— Поэтому прошу не делать глупостей, — сказал Эркюль Пуаро. — Пожалуйста, крепко-накрепко запретите себе ненавидеть следующую мачеху.
— Вы думаете, мосье Пуаро, что будет следующая? А! Вы говорите о Розамунд. Правда? Мне она даже чем-то симпатична… — После короткого колебания она решительно добавила: — Она — человек благоразумный.
Сам Эркюль Пуаро не рискнул бы утверждать это столь категорично, но он понял, что в глазах Линды это наивысшая похвала.
— Розамунд, неужели ты могла вообразить, будто это я убил Арлену? — спросил Кеннет Маршалл.
Мисс Дарнлей посмотрела на него виноватым взглядом.
— Думаю, это было чертовски глупо, — сказала она.
— Правильно думаешь…
— Но, видишь ли, Кен, ты ведь ничего не говоришь, все переживаешь в себе, — сказала Розамунд Дарнлей. — Я и понятия не имела, какие чувства ты испытываешь к Арлене. Не знала, принимаешь ли ты ее такой, какой она была, и просто соблюдаешь приличия, или же слепо веришь ей. Поэтому я и подумала, что если ты ничего не замечаешь, то… то внезапное прозрение могло довести тебя… Я кое-что слышала… Обычно ты такой спокойный, но, говорят, в гневе ты бываешь страшен.
— Значит, ты думала, будто я схватил Арлену за горло и стал душить, и не успокоился до тех пор, пока ее не убил?
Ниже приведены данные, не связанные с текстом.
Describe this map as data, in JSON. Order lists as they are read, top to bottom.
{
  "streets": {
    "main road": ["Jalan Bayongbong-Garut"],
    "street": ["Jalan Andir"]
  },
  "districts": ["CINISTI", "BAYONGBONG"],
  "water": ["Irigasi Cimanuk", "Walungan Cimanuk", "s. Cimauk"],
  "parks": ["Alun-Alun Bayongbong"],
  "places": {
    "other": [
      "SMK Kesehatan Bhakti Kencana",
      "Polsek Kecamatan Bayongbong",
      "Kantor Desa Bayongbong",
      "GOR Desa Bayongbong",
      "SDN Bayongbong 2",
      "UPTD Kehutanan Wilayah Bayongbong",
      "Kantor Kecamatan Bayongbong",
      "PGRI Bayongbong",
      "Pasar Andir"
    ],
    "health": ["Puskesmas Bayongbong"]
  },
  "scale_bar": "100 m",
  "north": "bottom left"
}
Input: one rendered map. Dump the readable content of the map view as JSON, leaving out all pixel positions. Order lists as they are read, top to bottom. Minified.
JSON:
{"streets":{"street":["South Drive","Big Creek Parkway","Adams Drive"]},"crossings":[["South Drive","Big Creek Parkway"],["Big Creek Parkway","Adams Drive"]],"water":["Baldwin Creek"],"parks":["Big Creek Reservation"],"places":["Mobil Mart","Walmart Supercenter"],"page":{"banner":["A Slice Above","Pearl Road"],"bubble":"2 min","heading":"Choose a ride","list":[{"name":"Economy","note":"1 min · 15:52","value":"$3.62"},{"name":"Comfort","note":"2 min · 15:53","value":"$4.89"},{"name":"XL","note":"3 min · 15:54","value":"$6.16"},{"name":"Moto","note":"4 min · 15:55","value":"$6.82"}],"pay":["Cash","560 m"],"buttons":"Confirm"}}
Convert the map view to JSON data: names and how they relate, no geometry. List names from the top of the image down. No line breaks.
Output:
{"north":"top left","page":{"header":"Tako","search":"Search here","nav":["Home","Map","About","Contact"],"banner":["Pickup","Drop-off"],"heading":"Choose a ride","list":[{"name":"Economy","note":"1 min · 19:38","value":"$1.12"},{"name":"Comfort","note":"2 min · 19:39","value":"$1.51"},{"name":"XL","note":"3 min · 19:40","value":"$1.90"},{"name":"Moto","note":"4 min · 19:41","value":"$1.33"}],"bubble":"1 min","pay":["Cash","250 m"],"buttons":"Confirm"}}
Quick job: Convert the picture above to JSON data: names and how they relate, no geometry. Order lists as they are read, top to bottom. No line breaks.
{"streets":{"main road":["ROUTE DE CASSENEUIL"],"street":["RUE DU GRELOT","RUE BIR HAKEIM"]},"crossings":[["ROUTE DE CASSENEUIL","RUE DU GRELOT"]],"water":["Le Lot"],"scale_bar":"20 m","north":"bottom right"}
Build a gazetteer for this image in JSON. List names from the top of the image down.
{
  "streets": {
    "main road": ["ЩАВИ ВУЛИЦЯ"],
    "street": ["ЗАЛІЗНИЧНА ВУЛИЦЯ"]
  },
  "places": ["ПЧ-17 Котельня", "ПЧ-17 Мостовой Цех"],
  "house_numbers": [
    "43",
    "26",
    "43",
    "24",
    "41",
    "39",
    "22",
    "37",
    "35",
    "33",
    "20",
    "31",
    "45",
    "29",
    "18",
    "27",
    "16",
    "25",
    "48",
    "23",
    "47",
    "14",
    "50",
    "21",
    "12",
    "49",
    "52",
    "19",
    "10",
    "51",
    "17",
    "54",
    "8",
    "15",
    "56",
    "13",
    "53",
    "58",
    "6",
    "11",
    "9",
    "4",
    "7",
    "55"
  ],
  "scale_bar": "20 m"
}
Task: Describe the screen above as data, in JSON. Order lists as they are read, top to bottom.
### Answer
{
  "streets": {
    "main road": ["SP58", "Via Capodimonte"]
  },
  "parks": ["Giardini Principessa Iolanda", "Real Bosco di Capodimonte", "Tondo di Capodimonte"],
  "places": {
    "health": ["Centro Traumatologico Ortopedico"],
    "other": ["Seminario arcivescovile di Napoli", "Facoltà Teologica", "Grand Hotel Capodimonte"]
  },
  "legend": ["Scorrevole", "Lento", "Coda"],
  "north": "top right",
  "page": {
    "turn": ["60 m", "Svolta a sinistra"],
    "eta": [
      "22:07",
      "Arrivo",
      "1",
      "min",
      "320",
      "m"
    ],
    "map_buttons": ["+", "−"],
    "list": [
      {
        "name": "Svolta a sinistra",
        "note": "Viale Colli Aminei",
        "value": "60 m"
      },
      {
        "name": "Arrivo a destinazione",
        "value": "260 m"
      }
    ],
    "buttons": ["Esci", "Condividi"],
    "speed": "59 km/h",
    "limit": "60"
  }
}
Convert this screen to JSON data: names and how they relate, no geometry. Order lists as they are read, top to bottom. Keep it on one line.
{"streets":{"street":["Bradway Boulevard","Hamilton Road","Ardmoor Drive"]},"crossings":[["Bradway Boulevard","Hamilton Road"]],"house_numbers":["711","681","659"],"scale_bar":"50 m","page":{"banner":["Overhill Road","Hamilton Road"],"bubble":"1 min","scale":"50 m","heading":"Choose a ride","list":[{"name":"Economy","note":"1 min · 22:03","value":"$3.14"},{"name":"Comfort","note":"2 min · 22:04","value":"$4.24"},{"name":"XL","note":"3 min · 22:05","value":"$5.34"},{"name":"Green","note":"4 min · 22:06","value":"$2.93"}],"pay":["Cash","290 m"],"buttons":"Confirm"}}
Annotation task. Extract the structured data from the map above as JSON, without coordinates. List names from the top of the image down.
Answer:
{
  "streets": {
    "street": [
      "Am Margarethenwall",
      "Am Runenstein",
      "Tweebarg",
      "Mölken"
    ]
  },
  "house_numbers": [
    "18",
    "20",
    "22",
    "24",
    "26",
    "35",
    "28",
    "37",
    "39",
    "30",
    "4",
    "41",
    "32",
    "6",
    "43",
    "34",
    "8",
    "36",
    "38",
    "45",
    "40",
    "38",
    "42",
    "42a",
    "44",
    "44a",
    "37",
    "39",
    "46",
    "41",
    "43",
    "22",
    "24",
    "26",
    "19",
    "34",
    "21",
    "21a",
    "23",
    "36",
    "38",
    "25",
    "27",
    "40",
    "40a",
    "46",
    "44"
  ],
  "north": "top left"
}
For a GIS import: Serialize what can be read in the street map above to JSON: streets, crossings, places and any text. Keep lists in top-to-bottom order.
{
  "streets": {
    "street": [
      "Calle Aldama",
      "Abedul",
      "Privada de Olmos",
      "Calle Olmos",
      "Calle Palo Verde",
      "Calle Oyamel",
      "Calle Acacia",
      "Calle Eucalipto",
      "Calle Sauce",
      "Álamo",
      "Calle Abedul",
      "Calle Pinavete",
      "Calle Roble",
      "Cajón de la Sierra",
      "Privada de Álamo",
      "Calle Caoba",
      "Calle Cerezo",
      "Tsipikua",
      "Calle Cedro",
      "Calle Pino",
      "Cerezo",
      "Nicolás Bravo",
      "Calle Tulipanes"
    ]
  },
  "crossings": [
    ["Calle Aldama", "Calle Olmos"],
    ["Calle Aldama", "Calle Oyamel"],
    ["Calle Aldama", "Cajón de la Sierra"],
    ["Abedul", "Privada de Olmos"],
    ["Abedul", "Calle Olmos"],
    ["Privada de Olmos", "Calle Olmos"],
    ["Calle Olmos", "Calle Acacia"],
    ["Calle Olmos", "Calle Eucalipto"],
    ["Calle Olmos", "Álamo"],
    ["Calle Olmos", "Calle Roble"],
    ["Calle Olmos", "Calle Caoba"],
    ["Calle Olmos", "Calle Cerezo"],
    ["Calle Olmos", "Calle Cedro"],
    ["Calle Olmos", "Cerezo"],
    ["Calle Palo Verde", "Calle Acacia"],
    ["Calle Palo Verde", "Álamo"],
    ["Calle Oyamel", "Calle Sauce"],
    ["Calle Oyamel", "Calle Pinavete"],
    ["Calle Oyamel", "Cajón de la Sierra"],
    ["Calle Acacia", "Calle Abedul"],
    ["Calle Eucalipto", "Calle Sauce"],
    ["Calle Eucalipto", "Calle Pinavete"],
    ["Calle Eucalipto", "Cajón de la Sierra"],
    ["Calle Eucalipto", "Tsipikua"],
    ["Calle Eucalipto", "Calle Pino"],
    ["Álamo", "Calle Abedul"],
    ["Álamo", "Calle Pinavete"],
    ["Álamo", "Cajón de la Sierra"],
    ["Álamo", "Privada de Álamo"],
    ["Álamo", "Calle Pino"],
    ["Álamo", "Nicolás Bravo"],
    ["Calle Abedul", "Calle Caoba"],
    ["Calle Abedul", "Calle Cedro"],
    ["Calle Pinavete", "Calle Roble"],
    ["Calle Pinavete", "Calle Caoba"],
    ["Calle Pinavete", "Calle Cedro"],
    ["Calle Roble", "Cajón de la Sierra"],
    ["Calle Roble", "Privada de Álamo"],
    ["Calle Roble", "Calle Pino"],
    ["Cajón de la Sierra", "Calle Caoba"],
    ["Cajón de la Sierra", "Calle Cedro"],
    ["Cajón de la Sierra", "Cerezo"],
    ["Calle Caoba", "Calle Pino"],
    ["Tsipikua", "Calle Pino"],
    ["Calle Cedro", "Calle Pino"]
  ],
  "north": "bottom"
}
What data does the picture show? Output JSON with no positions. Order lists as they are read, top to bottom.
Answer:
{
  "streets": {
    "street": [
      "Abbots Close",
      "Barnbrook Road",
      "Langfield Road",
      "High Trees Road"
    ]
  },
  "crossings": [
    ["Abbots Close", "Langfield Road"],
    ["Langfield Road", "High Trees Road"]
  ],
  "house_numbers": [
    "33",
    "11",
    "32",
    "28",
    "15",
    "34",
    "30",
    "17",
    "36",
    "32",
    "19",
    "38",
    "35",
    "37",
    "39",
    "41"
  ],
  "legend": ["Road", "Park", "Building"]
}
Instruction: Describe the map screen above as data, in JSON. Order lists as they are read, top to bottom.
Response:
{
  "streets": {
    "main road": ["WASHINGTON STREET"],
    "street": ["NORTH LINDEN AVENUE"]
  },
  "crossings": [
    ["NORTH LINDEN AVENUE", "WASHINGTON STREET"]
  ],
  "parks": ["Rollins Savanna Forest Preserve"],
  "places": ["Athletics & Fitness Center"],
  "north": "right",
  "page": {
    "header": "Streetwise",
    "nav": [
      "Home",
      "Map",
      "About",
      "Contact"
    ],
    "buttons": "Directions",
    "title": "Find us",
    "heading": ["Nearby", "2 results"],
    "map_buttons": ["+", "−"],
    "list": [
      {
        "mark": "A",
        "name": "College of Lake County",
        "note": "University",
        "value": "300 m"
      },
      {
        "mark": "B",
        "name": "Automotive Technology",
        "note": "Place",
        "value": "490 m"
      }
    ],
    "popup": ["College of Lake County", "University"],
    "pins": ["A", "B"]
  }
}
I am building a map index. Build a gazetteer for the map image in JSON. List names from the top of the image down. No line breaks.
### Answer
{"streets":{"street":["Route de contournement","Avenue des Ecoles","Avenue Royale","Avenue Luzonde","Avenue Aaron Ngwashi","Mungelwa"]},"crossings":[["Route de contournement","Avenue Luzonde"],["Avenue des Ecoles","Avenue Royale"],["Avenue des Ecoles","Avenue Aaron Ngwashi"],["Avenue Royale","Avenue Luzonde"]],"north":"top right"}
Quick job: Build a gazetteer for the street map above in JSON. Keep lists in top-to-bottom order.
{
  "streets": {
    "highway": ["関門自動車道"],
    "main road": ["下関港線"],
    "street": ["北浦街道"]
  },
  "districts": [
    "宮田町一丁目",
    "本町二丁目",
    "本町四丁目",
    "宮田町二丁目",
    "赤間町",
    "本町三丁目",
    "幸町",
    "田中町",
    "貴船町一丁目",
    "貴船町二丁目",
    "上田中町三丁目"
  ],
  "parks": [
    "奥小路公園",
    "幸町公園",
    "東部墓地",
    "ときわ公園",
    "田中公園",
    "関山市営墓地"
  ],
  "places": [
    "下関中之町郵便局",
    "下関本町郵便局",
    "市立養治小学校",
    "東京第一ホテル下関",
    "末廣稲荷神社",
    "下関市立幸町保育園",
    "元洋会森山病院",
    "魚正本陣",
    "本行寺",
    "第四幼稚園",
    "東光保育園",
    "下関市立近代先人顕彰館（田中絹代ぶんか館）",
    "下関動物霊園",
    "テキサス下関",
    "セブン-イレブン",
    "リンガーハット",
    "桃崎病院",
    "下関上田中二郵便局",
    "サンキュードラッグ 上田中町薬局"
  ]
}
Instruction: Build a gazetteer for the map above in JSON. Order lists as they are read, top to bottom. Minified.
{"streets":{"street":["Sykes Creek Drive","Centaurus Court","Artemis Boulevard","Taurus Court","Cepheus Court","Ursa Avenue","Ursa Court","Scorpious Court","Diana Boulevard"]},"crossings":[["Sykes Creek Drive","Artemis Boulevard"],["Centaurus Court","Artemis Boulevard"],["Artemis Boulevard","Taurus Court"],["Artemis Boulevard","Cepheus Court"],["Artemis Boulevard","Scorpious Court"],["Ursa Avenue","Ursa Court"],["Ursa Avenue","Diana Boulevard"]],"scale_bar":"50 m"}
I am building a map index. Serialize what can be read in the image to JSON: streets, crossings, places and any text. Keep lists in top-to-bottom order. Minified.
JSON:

— Да… что-то в этом роде. А твое алиби казалось мне не совсем надежным. Вот я и решила тебе помочь, и наспех выдумала эту идиотскую историю — будто я заглядывала в твою комнату и видела тебя за машинкой. Ну, а когда мне сказали, что ты якобы видел меня, я отбросила последние сомнения. Это окончательно убедило меня в том, что именно ты ее убил… Это и еще странное поведение Линды.
Кеннет Маршалл глубоко вздохнул и спросил:
— И ты не поняла, почему я сказал, что видел тебя в зеркале? Я тоже решил помочь тебе, потому что… видишь ли… мне показалось, что эту твою историю нужно обязательно подтвердить.
Розамунд недоумевающе на него взглянула:
— Уж не думал ли ты, что это я убила твою жену?
— Понимаешь, Розамунд… я… — неуверенно начал Кеннет Маршалл. — Черт возьми! Помнишь, как ты поколотила мальчишку, который мучил собаку? Как ты чуть не задушила его?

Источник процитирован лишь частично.